The three-year-long ACel research programme has hastened the development of new cellulose-based materials in Finland. This strengthens the cellulose industry as a mainstay of the Finnish economy, and reinforces Finland’s position as a leading cellulose innovator.
With environmental degradation increasing around the world, there is an acute need to develop renewable materials for various applications. The challenge, however, is to find materials that are able to outperform oil-based textile fibres and plastics in terms of both quality and cost.
This challenge was answered by the ACel research programme, comprising nine Finnish companies (from pulp & paper giants to textile manufacturers like Marimekko) and six research institutes. The programme also collaborated with multiple SMEs and designers.
– The main goal of the programme was to develop innovative cellulose-based products, says ACel programme manager Juha Leppävuori.
– Three application areas were emphasized: textile fibres, thermoformable materials, and cellulose-based chemicals. We wanted to generate fundamental knowledge about processing cellulose into new materials, and to create demo products to support our learnings.
These demo products included wood-based Ioncell textiles for Marimekko, a Ioncell-based cell phone case, thermoformable paper trays, and a design chair made of biocomposite. Significant progress was also made in using cellulose-based chemicals in water purification.
Leppävuori expects the future development of these applications will increasingly be handled by the private sector.
– The market introduction of these innovations is heavily dependent on the future plans of companies that can use cellulose in their products, says Leppävuori.

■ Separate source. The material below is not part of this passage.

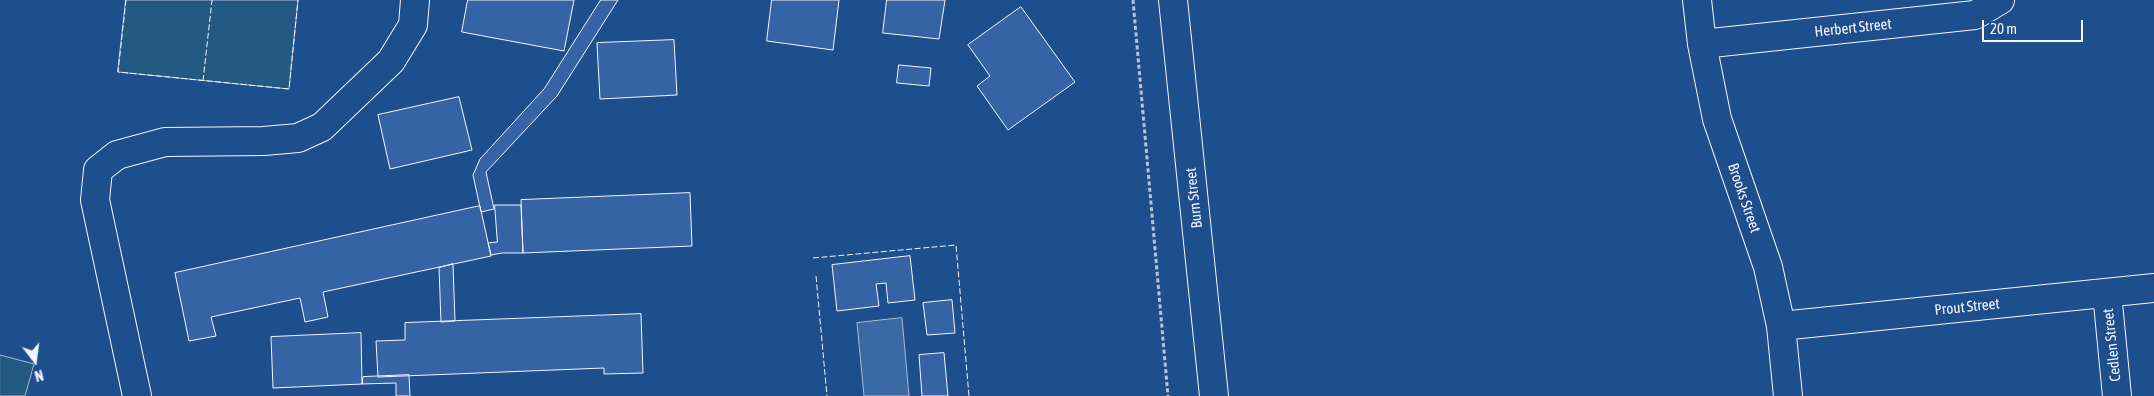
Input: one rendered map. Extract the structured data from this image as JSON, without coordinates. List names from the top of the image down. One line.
{"streets":{"street":["Herbert Street","Burn Street","Brooks Street","Prout Street","Cedlen Street"]},"crossings":[["Herbert Street","Brooks Street"],["Brooks Street","Prout Street"],["Prout Street","Cedlen Street"]],"scale_bar":"20 m","north":"bottom"}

– It’s possible that these cellulose innovations could be a fundamental part of the future business of the pulp & paper industry in Finland.
Local knowledge, global recognition
One of the most important results of the programme is an increase in knowledge and understanding about the properties and chemistry of cellulose. Through the ACel programme and earlier projects, Finland has strengthened its position as one of the world’s leading authorities on cellulose. International research collaboration was part of the programme too, raising Finland’s profile around the world.
– The traditional cellulose business is doing well today in Finland, but as we see from this programme there is also great potential in discovering new ways to use cellulose, says Leppävuori.
– All these new products we created are more valuable than traditional cellulose products. So if we can take the next step into productization, then this could have an effect on the national economy of Finland too.
The ACel research programme (Advanced Cellulose to Novel Products) began in 2014 and ended in 2017. The project was a continuation of a long-term collaboration that most of the partners started in 2009 as part of the FuBio research programme.
A quarter of the total costs of the EUR 9 million ACel programme were covered by the companies themselves, with public research institutions funding some 15 % of the cost, and Tekes (the Finnish Funding Agency for Technology and Innovation) funding approximately 60%.